_DATA TO USE_:
========================================================================

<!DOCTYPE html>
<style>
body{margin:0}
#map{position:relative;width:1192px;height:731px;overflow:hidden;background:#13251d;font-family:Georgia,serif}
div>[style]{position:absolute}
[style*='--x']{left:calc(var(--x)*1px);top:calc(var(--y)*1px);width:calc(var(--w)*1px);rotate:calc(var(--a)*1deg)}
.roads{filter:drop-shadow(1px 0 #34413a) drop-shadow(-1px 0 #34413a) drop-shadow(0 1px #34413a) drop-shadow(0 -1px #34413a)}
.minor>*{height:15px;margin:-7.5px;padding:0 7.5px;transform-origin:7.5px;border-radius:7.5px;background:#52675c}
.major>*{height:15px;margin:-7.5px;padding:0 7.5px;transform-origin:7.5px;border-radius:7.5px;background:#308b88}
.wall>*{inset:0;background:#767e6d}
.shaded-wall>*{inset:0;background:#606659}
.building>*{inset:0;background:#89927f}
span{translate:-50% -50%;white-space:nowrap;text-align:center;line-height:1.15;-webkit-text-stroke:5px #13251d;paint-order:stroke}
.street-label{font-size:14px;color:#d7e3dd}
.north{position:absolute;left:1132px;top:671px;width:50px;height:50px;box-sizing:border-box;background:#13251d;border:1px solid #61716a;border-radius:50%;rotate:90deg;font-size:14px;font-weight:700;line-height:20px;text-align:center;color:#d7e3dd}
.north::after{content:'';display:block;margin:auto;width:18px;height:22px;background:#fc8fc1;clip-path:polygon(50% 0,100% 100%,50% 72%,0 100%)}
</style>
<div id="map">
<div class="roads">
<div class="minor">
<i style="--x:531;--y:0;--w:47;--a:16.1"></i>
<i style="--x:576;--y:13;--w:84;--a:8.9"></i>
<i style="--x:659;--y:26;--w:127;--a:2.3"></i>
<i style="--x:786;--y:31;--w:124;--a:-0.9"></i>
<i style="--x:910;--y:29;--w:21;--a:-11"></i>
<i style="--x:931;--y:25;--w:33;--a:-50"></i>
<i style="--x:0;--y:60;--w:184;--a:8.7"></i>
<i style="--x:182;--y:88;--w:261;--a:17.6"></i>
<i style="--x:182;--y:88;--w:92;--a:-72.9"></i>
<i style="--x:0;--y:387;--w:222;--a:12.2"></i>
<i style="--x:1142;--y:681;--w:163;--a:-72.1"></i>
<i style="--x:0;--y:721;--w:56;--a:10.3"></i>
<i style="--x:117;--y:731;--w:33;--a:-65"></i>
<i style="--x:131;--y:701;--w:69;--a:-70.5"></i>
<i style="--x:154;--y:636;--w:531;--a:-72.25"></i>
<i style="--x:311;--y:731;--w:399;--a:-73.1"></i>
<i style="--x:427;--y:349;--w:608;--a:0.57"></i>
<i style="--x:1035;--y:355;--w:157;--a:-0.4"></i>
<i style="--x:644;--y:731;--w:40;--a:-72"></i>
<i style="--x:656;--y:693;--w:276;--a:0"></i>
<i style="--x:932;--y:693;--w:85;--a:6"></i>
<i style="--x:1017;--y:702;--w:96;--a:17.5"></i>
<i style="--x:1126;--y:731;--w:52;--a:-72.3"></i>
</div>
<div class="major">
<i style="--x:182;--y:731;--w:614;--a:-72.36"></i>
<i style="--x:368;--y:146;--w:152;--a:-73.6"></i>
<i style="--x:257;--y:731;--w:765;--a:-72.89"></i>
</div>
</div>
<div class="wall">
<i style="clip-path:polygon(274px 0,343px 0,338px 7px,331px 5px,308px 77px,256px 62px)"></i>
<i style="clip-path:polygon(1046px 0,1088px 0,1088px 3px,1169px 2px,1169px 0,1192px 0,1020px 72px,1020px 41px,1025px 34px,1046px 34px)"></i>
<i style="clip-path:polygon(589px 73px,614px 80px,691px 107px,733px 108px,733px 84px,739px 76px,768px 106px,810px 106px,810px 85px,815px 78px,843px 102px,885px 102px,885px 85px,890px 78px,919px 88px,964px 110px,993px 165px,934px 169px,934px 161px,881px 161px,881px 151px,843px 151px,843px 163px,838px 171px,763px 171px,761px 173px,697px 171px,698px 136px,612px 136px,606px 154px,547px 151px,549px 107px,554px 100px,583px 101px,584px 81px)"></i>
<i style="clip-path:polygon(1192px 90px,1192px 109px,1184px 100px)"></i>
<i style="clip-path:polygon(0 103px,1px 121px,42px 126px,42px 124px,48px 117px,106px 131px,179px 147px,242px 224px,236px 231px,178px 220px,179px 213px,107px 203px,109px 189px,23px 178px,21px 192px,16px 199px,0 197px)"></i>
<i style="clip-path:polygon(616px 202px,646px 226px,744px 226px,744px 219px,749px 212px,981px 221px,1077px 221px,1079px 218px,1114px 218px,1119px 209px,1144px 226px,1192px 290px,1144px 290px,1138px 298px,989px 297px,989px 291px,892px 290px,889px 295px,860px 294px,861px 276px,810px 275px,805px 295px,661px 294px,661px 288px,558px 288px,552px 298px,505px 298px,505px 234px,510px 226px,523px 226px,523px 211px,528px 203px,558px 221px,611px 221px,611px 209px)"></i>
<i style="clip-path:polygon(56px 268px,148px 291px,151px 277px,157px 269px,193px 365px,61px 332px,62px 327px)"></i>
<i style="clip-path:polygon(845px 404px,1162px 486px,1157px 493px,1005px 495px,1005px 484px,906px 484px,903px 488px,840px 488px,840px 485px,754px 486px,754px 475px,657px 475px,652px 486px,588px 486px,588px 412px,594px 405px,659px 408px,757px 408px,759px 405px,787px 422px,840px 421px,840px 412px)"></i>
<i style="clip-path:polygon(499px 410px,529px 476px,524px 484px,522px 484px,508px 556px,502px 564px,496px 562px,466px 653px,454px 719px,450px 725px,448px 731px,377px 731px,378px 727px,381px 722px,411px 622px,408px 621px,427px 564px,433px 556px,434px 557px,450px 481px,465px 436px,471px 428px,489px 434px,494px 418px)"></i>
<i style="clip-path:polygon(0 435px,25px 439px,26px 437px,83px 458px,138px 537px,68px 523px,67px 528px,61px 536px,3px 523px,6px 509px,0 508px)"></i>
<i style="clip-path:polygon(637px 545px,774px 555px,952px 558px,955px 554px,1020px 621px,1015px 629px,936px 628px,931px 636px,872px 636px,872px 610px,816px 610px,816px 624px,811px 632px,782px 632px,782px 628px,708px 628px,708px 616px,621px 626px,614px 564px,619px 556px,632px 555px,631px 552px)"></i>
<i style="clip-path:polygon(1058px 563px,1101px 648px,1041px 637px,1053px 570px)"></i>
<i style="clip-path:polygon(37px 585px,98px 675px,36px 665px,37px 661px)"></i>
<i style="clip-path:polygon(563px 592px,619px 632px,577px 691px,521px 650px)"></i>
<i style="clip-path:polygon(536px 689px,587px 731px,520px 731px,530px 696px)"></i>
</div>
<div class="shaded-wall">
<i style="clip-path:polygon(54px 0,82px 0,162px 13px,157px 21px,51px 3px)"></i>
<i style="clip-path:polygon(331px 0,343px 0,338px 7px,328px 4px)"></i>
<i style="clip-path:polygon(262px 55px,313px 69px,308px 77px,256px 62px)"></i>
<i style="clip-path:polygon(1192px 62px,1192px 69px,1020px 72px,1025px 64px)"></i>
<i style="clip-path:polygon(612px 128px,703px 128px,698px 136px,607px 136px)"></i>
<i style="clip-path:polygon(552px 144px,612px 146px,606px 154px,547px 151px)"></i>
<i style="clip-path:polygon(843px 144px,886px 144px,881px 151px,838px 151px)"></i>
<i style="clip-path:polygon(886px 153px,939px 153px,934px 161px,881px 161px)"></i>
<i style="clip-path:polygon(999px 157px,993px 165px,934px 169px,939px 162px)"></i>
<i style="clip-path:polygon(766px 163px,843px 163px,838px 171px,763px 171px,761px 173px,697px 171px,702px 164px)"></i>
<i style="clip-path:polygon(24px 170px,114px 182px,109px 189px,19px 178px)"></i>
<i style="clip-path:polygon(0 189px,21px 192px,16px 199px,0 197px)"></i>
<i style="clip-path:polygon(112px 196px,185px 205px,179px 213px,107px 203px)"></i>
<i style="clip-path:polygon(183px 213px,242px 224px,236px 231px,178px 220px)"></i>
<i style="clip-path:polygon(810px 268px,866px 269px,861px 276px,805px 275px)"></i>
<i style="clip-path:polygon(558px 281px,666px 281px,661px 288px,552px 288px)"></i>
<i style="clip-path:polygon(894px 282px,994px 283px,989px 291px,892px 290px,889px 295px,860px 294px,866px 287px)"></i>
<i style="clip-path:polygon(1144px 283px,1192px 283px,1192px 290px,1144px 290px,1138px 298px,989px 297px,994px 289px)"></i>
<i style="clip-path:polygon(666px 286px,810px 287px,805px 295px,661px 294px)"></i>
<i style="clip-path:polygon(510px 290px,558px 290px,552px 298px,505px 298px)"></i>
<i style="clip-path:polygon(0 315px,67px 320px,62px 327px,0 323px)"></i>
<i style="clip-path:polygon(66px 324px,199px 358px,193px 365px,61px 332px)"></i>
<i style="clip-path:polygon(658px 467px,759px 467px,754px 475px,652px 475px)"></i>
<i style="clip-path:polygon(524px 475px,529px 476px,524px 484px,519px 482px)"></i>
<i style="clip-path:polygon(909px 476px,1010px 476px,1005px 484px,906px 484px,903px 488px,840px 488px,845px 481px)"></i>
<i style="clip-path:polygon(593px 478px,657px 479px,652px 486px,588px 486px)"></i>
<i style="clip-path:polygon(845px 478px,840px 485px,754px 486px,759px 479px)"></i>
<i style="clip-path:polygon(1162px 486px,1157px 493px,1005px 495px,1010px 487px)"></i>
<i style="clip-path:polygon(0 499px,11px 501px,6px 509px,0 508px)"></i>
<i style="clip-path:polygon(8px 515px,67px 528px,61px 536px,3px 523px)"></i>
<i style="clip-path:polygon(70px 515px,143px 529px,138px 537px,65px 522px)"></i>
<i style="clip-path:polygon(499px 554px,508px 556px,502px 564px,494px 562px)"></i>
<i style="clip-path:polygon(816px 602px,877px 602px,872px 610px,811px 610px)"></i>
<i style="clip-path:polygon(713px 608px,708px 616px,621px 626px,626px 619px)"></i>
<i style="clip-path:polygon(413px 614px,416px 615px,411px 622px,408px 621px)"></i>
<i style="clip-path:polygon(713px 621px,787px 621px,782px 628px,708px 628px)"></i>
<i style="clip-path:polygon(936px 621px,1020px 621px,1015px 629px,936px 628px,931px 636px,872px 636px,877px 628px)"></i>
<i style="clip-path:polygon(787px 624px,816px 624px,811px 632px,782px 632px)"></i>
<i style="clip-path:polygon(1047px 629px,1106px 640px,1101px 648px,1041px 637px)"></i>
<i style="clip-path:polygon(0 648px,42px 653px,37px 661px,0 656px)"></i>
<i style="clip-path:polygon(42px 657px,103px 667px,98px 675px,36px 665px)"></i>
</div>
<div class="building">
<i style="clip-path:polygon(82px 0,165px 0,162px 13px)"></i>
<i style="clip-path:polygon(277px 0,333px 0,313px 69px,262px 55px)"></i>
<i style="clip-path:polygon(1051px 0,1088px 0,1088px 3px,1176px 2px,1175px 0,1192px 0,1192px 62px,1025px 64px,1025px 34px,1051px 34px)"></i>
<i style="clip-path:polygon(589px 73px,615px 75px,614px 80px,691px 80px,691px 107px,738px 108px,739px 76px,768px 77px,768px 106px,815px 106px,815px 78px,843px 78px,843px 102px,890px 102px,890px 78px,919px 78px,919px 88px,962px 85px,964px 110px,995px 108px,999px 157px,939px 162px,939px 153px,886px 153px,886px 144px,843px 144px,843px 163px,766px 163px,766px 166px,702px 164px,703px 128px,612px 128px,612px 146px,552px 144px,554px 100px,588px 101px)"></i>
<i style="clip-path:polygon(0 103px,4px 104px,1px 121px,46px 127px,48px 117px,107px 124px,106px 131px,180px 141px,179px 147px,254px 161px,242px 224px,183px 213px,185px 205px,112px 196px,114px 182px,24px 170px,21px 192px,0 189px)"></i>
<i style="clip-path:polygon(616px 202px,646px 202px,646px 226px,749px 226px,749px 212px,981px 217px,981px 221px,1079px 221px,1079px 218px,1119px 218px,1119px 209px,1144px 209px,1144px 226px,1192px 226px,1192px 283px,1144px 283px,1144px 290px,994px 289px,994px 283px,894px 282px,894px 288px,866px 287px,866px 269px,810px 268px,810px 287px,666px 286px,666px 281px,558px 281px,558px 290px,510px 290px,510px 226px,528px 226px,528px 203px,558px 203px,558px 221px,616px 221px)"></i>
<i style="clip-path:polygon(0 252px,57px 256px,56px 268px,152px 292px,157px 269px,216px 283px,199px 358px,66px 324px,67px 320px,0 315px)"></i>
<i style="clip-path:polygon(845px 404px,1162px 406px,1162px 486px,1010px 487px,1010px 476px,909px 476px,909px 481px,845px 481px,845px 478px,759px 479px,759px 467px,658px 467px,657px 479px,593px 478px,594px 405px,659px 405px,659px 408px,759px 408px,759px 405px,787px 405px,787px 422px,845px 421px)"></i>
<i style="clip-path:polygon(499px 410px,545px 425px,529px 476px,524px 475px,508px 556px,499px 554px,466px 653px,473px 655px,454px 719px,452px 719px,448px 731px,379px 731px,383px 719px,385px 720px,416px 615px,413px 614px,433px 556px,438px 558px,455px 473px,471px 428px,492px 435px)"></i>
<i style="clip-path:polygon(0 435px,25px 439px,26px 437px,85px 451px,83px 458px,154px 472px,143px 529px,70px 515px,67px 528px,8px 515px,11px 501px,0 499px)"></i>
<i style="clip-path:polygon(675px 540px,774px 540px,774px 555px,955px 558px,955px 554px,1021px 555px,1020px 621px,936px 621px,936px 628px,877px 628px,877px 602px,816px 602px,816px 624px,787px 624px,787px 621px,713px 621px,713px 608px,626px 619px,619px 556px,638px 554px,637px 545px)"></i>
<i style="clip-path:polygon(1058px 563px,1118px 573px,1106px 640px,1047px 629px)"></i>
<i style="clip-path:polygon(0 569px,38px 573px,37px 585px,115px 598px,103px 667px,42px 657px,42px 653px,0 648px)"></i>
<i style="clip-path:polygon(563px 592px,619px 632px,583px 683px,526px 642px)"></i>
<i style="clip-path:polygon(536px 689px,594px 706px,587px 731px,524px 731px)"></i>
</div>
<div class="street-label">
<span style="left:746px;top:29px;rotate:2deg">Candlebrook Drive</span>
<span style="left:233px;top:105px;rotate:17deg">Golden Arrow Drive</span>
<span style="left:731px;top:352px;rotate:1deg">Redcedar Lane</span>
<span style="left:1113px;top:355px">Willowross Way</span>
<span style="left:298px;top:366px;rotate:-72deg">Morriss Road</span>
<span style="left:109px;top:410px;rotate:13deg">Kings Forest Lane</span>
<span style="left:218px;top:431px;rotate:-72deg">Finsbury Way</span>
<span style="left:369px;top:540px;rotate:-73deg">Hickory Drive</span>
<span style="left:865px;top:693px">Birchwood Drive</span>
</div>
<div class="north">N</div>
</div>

========================================================================

_WORK TO COMPLETE_: Lines of the listing above that hold the string "roads" should each be copied.

_TASK OUTPUT_:
.roads{filter:drop-shadow(1px 0 #34413a) drop-shadow(-1px 0 #34413a) drop-shadow(0 1px #34413a) drop-shadow(0 -1px #34413a)}
<div class="roads">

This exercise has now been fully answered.